WHAT THE TASK ASKS
Give back exactly the stretch of data below from the line holding "width:36px; height:36px; display:grid;" through the line holding "position:absolute; width:12px; height:12px;", both ends included, and leave the remaining lines out.

[Data excerpts]
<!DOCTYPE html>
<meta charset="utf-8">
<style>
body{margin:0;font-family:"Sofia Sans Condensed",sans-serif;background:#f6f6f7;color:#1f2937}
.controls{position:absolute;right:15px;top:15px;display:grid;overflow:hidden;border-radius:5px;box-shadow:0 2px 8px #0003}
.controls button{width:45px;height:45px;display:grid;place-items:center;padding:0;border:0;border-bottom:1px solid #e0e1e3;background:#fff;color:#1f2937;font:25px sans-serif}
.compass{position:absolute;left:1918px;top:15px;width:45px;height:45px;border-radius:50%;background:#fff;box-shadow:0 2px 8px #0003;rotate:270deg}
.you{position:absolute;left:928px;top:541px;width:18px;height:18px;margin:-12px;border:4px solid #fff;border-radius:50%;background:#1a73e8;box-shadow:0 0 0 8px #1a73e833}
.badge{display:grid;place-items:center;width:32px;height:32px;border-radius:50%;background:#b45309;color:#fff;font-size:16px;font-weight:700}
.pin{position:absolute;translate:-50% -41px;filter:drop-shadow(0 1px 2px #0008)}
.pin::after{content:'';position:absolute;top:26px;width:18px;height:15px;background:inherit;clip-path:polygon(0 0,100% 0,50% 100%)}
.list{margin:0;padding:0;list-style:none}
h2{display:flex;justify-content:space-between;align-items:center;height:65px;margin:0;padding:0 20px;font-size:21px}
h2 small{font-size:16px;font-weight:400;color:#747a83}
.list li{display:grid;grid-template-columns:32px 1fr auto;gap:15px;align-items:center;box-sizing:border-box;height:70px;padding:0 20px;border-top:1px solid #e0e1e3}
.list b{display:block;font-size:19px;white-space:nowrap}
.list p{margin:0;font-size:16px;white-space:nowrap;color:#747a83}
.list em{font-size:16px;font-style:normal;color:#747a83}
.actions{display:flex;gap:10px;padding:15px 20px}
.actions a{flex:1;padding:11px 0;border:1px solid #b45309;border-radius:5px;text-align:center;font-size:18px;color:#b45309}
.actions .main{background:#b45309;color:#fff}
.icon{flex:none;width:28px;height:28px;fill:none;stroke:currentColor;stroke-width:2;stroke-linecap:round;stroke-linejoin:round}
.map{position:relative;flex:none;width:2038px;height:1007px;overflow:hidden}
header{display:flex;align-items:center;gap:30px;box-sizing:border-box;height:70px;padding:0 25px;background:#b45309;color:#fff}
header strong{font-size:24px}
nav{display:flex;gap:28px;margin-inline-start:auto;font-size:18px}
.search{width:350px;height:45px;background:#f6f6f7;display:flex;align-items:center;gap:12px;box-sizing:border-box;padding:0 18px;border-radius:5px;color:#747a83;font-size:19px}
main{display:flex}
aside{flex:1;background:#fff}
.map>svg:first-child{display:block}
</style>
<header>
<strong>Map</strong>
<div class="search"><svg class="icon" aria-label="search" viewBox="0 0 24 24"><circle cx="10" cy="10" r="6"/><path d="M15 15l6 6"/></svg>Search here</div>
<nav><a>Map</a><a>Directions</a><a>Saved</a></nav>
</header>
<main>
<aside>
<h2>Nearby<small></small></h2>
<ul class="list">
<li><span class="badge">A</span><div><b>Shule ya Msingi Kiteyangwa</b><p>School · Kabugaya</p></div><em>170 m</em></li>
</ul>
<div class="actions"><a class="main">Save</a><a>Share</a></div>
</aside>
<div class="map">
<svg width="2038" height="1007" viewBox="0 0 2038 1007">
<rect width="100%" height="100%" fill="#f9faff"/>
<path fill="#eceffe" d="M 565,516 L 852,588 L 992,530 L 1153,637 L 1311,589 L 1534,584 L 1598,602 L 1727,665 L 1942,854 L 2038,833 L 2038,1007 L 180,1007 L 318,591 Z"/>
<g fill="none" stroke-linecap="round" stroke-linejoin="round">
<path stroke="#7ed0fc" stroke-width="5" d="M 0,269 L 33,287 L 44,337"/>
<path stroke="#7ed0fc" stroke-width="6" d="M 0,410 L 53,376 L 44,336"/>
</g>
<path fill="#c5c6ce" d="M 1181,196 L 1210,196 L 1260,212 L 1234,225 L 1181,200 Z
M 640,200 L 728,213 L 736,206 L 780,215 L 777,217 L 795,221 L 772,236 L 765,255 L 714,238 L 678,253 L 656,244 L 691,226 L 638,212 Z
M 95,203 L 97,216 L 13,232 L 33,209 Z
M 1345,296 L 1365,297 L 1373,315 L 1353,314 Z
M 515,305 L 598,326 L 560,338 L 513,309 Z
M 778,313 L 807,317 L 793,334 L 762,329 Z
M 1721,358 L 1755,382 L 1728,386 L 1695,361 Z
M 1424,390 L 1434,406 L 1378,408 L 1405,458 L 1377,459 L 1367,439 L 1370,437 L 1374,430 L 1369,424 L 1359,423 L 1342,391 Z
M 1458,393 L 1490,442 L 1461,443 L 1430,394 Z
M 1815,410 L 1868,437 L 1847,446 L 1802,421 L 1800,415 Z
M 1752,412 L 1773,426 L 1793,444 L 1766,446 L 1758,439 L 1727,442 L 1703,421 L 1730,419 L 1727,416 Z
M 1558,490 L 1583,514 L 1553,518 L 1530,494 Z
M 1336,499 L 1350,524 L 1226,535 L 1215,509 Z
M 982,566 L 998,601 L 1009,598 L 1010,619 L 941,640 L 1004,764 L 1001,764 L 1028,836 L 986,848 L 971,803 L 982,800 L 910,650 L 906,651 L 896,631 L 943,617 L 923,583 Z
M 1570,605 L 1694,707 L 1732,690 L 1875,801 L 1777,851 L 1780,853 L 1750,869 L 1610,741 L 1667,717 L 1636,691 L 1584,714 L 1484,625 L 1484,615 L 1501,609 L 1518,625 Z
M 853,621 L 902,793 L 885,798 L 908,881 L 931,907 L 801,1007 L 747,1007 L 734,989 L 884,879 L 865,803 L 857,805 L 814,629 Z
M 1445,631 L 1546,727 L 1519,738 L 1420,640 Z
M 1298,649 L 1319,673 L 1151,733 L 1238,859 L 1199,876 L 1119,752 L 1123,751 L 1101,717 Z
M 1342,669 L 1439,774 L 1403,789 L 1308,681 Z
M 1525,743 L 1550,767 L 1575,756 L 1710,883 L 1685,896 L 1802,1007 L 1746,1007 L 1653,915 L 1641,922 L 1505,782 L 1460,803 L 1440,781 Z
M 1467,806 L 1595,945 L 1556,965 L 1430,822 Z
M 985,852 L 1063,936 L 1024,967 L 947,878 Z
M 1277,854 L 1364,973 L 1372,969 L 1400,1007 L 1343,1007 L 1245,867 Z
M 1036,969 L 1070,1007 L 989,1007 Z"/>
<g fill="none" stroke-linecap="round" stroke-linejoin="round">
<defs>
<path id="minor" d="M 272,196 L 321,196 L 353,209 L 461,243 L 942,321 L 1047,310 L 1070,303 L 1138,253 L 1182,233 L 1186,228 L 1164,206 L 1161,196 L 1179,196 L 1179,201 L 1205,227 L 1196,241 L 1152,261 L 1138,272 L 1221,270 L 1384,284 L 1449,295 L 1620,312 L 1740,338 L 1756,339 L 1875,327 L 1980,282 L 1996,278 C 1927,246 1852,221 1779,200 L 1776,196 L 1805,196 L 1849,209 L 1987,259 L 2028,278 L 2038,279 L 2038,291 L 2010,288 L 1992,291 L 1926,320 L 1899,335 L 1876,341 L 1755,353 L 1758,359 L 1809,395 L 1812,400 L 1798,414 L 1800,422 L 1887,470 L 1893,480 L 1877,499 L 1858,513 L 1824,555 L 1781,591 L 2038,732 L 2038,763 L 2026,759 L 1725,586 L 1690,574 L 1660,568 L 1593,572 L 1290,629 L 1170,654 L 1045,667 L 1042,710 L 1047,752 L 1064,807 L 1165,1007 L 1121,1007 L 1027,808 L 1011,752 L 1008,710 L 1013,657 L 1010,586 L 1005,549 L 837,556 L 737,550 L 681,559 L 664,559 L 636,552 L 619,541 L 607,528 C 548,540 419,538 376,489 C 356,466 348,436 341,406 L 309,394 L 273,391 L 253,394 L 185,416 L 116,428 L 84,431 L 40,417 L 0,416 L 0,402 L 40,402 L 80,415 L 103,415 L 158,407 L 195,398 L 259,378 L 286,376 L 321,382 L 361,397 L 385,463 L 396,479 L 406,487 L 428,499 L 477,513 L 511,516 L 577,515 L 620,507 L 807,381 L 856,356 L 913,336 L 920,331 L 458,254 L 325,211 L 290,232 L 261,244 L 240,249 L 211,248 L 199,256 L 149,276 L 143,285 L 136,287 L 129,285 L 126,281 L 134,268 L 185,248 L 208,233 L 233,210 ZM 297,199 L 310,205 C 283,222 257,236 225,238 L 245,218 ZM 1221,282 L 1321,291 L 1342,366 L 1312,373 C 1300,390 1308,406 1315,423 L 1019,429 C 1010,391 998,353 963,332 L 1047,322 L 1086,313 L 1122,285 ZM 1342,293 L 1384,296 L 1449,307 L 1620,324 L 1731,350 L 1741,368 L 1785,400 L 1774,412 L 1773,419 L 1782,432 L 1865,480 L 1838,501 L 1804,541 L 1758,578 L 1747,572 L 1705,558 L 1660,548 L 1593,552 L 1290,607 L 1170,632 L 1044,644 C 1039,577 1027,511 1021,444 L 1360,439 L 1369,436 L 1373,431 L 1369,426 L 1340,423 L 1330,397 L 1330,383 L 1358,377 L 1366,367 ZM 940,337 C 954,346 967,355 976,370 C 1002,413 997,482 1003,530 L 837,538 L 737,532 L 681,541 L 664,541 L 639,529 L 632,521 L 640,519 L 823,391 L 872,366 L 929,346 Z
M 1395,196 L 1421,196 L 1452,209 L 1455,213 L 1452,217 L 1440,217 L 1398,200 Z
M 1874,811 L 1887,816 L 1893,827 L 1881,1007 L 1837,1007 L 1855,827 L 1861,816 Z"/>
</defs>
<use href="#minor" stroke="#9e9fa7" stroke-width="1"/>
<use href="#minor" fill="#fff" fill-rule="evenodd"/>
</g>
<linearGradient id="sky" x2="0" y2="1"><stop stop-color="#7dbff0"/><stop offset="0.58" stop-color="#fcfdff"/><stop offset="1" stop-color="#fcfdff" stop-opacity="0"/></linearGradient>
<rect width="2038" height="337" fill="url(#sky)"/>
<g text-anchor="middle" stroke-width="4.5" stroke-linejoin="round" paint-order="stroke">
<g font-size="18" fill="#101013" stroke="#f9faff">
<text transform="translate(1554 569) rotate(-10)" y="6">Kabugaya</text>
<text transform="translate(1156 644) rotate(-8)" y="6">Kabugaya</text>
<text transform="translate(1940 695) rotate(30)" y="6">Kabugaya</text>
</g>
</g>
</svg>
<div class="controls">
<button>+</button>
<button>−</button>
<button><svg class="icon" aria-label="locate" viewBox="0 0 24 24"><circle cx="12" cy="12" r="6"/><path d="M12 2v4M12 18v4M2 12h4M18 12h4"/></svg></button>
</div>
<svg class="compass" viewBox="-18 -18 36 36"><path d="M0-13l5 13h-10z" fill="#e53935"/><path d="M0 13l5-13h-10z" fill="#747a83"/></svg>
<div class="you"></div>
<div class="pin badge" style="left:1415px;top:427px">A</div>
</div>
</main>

* * *

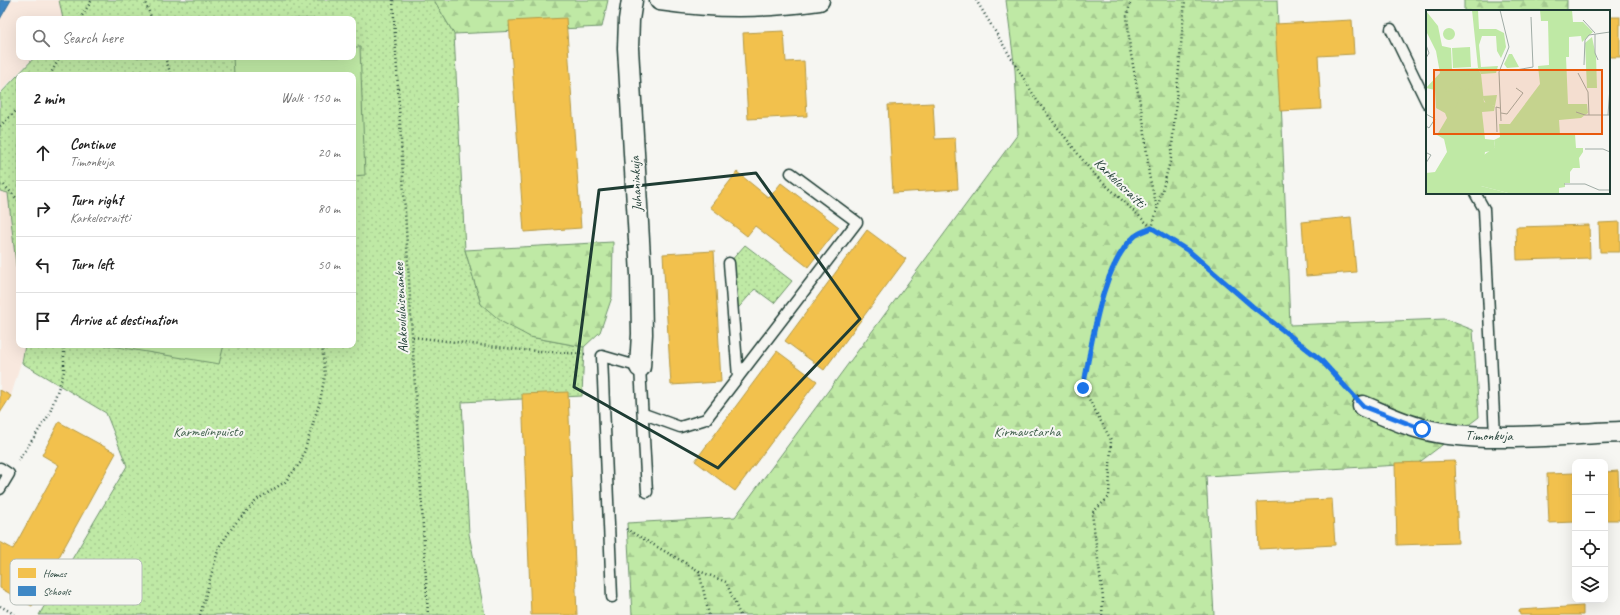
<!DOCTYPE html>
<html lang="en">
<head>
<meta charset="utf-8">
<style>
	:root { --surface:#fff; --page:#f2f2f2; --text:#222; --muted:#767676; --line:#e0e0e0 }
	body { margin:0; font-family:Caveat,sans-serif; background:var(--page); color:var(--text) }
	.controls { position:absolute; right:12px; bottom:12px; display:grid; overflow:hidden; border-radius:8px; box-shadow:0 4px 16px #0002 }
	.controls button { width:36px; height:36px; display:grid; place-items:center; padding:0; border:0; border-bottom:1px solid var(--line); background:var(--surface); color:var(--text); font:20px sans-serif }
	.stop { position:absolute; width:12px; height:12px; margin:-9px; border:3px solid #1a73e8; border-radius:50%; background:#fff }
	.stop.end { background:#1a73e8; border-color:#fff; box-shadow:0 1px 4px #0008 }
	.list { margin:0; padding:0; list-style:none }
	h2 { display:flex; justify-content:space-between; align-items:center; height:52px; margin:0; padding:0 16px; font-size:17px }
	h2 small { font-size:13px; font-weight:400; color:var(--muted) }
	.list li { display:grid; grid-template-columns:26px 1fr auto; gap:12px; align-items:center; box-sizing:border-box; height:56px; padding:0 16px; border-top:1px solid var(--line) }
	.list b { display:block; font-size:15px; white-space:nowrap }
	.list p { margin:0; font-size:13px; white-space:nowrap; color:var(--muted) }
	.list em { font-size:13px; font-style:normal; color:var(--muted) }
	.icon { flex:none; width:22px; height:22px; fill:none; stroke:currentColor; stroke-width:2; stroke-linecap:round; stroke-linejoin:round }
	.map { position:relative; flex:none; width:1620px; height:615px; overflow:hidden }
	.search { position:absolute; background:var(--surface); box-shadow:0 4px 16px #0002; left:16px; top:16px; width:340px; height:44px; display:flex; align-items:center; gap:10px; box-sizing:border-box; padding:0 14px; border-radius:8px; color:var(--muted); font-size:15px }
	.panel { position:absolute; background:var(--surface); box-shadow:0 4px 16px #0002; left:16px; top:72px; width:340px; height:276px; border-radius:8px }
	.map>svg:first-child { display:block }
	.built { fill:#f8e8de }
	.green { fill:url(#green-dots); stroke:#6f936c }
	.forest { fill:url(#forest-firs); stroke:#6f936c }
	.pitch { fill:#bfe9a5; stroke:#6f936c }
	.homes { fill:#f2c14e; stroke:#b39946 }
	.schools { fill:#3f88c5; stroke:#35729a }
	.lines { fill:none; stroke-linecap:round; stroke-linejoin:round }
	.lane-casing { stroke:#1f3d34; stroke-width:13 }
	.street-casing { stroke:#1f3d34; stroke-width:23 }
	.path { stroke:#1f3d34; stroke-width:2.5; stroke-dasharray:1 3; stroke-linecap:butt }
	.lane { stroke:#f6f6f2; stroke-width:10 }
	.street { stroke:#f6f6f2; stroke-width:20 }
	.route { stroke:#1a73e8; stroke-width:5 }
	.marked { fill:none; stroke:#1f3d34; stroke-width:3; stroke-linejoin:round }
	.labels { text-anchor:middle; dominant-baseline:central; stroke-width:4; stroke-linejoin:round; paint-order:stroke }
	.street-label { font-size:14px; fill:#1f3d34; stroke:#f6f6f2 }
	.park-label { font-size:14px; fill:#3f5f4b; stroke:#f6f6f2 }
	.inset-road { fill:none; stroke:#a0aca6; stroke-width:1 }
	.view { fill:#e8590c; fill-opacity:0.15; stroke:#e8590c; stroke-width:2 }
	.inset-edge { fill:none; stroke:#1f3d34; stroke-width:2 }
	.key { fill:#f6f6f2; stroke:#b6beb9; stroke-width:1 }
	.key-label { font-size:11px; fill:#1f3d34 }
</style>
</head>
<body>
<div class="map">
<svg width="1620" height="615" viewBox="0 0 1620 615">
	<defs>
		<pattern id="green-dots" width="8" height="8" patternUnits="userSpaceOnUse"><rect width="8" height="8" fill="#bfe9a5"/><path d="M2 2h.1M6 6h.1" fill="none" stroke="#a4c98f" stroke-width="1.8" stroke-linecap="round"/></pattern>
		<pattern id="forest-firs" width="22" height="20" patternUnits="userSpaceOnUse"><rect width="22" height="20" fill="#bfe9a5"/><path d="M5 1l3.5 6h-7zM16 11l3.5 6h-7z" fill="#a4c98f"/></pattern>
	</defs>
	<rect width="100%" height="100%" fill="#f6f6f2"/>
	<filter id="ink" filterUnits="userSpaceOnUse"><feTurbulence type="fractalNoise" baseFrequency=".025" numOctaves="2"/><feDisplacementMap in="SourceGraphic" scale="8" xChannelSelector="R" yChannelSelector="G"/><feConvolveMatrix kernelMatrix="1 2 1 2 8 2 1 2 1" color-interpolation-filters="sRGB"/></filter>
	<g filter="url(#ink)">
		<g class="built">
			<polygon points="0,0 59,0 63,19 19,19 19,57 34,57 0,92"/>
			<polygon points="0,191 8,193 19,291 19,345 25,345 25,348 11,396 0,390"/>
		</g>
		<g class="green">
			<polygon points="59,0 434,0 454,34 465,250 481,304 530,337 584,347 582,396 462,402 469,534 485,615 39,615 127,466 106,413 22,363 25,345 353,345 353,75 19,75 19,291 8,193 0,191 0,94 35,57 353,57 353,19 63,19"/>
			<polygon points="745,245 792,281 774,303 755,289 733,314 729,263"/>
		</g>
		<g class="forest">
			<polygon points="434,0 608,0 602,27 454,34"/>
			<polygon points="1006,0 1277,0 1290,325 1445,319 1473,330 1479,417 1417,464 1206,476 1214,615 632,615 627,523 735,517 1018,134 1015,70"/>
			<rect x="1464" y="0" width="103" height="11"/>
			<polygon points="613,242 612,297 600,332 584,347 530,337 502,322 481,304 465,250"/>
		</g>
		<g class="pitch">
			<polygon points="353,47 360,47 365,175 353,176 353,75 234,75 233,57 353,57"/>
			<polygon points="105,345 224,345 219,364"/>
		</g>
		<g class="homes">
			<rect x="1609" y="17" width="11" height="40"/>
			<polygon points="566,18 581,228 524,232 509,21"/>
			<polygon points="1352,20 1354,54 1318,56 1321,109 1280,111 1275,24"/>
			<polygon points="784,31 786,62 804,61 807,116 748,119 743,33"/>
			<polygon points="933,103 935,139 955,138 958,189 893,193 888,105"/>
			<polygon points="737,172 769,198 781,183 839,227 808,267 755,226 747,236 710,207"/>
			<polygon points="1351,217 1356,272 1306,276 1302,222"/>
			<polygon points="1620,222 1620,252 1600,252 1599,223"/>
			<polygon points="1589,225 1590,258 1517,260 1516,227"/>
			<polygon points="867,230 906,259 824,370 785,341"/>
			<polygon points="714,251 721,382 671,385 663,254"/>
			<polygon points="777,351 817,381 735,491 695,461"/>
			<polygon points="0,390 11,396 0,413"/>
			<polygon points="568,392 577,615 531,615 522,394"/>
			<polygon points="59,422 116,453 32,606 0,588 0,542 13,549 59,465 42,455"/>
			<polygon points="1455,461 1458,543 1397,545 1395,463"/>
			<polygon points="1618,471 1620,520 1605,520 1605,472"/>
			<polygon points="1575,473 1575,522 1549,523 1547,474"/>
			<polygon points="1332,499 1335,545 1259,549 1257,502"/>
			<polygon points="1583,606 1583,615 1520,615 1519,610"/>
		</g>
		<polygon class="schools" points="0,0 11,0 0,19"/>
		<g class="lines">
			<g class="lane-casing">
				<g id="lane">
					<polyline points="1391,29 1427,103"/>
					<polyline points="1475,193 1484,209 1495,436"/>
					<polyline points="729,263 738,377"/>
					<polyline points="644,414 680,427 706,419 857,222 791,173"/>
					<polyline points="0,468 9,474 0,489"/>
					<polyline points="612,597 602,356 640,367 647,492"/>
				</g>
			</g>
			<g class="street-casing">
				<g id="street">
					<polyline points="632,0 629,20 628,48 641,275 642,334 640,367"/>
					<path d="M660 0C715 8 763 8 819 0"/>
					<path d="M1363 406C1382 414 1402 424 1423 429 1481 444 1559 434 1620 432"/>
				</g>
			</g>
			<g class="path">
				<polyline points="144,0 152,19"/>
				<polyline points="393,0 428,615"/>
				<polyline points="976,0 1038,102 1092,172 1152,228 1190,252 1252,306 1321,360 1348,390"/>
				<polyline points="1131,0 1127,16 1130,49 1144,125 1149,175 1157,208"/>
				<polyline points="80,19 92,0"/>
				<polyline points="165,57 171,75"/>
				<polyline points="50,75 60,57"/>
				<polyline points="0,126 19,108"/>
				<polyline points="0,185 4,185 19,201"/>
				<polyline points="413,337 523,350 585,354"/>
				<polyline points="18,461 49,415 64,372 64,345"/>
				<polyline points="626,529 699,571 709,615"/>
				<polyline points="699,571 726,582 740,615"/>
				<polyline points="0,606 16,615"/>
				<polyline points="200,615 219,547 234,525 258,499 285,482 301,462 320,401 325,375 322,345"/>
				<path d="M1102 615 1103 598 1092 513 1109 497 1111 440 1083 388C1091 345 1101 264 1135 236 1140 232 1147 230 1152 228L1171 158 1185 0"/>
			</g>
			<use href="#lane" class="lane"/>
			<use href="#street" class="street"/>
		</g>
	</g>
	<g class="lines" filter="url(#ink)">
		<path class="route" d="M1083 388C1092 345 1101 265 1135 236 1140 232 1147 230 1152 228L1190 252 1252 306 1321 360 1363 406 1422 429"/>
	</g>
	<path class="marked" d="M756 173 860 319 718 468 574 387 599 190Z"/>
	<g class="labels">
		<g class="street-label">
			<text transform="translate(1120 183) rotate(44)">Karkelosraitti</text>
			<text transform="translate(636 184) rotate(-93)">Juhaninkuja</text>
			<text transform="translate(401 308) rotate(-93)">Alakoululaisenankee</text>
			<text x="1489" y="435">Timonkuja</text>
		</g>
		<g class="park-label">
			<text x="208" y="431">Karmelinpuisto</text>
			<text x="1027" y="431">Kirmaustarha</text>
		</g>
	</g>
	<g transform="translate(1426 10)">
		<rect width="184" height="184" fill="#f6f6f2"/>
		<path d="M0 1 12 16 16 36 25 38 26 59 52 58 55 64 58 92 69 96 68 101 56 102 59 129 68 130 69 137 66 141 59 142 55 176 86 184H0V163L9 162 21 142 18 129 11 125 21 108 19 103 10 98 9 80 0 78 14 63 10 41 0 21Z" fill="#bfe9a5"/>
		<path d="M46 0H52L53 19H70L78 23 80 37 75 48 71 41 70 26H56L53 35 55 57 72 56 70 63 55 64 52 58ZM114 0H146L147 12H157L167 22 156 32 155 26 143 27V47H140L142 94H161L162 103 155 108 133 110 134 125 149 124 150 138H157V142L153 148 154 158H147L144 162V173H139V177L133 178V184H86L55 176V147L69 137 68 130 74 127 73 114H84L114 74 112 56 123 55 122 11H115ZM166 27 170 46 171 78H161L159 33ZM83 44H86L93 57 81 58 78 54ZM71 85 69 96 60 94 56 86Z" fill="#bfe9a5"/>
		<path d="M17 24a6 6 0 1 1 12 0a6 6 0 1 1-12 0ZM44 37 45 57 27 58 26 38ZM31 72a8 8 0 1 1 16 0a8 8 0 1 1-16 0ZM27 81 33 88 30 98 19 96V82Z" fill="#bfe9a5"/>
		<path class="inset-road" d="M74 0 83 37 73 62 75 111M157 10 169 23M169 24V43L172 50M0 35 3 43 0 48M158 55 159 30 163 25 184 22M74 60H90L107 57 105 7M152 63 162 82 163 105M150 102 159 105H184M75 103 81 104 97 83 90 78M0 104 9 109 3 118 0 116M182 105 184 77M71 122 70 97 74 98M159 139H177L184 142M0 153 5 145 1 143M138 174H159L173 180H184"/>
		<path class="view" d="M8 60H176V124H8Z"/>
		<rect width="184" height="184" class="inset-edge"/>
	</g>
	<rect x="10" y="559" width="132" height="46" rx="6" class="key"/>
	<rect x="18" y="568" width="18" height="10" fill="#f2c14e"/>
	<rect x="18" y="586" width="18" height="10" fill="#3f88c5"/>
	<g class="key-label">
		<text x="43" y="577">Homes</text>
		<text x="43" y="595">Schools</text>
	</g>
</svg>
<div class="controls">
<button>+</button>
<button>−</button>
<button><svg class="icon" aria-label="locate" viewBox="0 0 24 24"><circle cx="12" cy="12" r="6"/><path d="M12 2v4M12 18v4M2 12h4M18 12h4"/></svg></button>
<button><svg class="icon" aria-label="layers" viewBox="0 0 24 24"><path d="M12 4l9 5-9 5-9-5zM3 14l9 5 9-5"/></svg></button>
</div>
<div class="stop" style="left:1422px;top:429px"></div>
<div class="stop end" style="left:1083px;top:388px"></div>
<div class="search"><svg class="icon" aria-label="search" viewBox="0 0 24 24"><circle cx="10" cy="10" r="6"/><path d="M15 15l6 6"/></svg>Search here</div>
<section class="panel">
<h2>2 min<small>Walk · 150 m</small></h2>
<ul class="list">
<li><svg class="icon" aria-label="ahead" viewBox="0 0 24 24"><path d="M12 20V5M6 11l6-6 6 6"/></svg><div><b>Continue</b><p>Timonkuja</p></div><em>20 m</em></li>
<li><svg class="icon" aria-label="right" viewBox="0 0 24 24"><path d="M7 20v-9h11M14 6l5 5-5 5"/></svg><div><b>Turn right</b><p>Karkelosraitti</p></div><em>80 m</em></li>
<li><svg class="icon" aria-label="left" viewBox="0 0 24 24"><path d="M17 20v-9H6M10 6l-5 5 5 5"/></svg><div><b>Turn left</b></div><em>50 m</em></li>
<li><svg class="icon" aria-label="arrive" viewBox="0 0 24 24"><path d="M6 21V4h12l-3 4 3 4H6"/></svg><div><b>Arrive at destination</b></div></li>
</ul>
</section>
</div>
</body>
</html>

RESULT OF THIS TASK
	.controls button { width:36px; height:36px; display:grid; place-items:center; padding:0; border:0; border-bottom:1px solid var(--line); background:var(--surface); color:var(--text); font:20px sans-serif }
	.stop { position:absolute; width:12px; height:12px; margin:-9px; border:3px solid #1a73e8; border-radius:50%; background:#fff }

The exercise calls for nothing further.